Approximately 2 kb of DNA immediately upstream of the Ubiquitin-p63E (CG11624) open reading frame was PCR amplified as an EcoRI/KpnI fragment from a previously cloned promoter region (kindly provided by P. O'Farrell, University of California, San Francisco) and cloned into the pCRII vector (Invitrogen). Primer sequences are available in Supplementary Table 5. This EcoRI/KpnI fragment was then subcloned into the Drosophila transformation vector pStinger (Drosophila Genomics Resource Center), which contains a multiple cloning site upstream of the nuclear EGFP reading frame. A “STOP cassette”, containing a transcriptional termination sequence flanked by an inverted pair of FRT recombination sites, was isolated as a KpnI fragment from the construct D237 (kindly provided by G. Struhl, Columbia University) and subcloned into the KpnI site that lies in between the Ubi-p63E promoter and the EGFP reading frame. Transgenic flies were generated using the pUbi-63E-STOP-Stinger vector and a commercial transformation service (BestGene, Inc.). A triple-recombinant chromosome was generated using UAS-RedStinger14 (w; P{UAS-RedStinger}4/CyO, Bloomington Drosophila Stock Center), UAS-FLP (y1 w*; P{UAS-FLP1.D}JD1, Bloomington Drosophila Stock Center) and pUbi-63E-STOP-Stinger insert 9F6 and was balanced over CyO.
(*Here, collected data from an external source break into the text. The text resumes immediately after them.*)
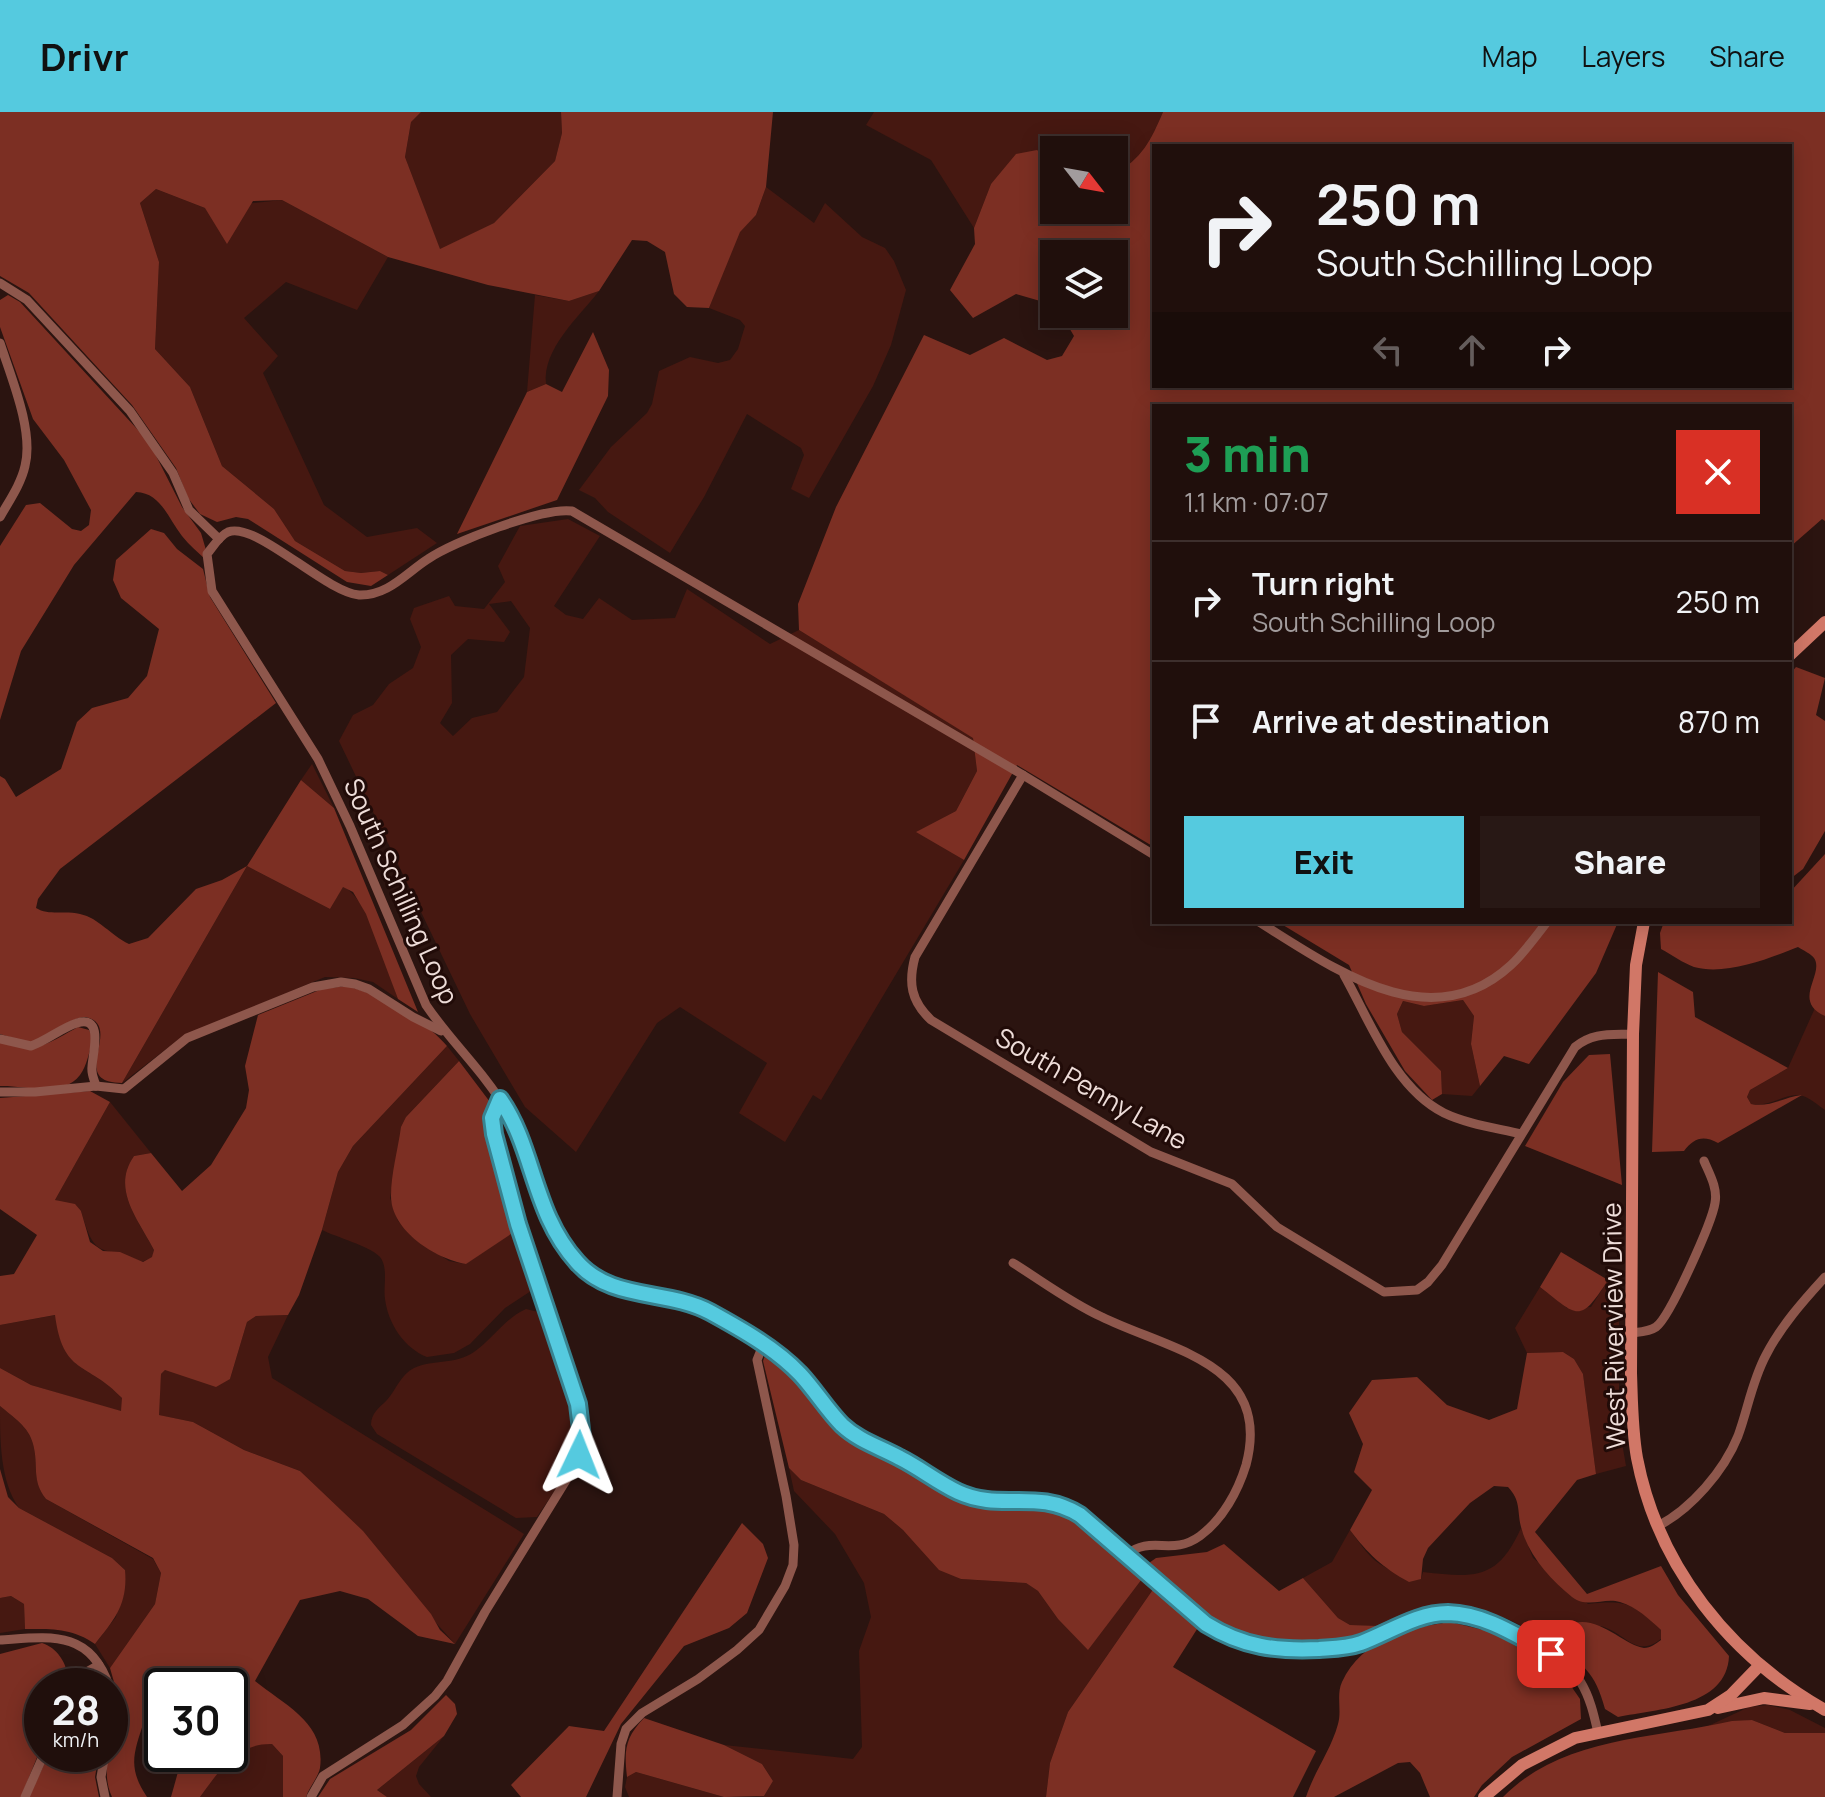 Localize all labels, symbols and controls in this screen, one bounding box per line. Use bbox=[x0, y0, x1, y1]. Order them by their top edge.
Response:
text: Drivr bbox=[40, 30, 129, 82]
text: Map bbox=[1482, 37, 1538, 75]
text: Layers bbox=[1582, 37, 1665, 75]
text: Share bbox=[1709, 37, 1785, 75]
north arrow bbox=[1040, 136, 1128, 224]
map controls bbox=[1040, 136, 1128, 328]
text: 250 m bbox=[1316, 165, 1481, 242]
icon: right bbox=[1184, 176, 1288, 280]
text: South Schilling Loop bbox=[1316, 238, 1653, 287]
button: layers bbox=[1040, 240, 1128, 328]
icon: left bbox=[1366, 328, 1410, 372]
icon: ahead bbox=[1450, 328, 1494, 372]
icon: right bbox=[1534, 328, 1578, 372]
text: 3 min bbox=[1184, 421, 1311, 486]
button: close bbox=[1676, 430, 1760, 514]
text: 1.1 km · 07:07 bbox=[1184, 484, 1329, 520]
text: Turn right bbox=[1252, 563, 1395, 604]
icon: right bbox=[1184, 579, 1228, 623]
text: 250 m bbox=[1676, 581, 1760, 622]
text: South Schilling Loop bbox=[1252, 604, 1496, 640]
icon: arrive bbox=[1184, 699, 1228, 743]
text: Arrive at destination bbox=[1252, 701, 1550, 742]
text: 870 m bbox=[1678, 701, 1760, 742]
street label: South Schilling Loop bbox=[336, 772, 468, 1010]
button: Exit bbox=[1184, 816, 1464, 908]
button: Share bbox=[1480, 816, 1760, 908]
street label: South Penny Lane bbox=[990, 1018, 1194, 1158]
street label: West Riverview Drive bbox=[1593, 1202, 1633, 1450]
position arrow bbox=[537, 1413, 621, 1497]
pin bbox=[1517, 1620, 1585, 1688]
icon: arrive bbox=[1529, 1632, 1573, 1676]
speed limit sign: 30 bbox=[144, 1668, 248, 1772]
text: 28 bbox=[52, 1682, 100, 1737]
text: km/h bbox=[53, 1726, 99, 1753]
Analysis of Gal4 expression patterns

The Gal4-expressing lines were individually crossed on standard fly food at 25°C. Wandering third instar larvae were dissected in 1XPBS and tissues were fixed in 4% formaldehyde in 1XPBS for 30 min, followed by three washes (10 min each) with 1XPBS/0.4% Triton-X-100 (Fisher) detergent (PBST). During the second 1XPBST wash, To-Pro3 iodide (Invitrogen) was added to stain nuclei. Tissues were mounted on slides in VECTASHIELD (Vector Laboratories) and imaged using a Zeiss Apotome or a BioRad Radiance 2000 confocal microscope with standard techniques.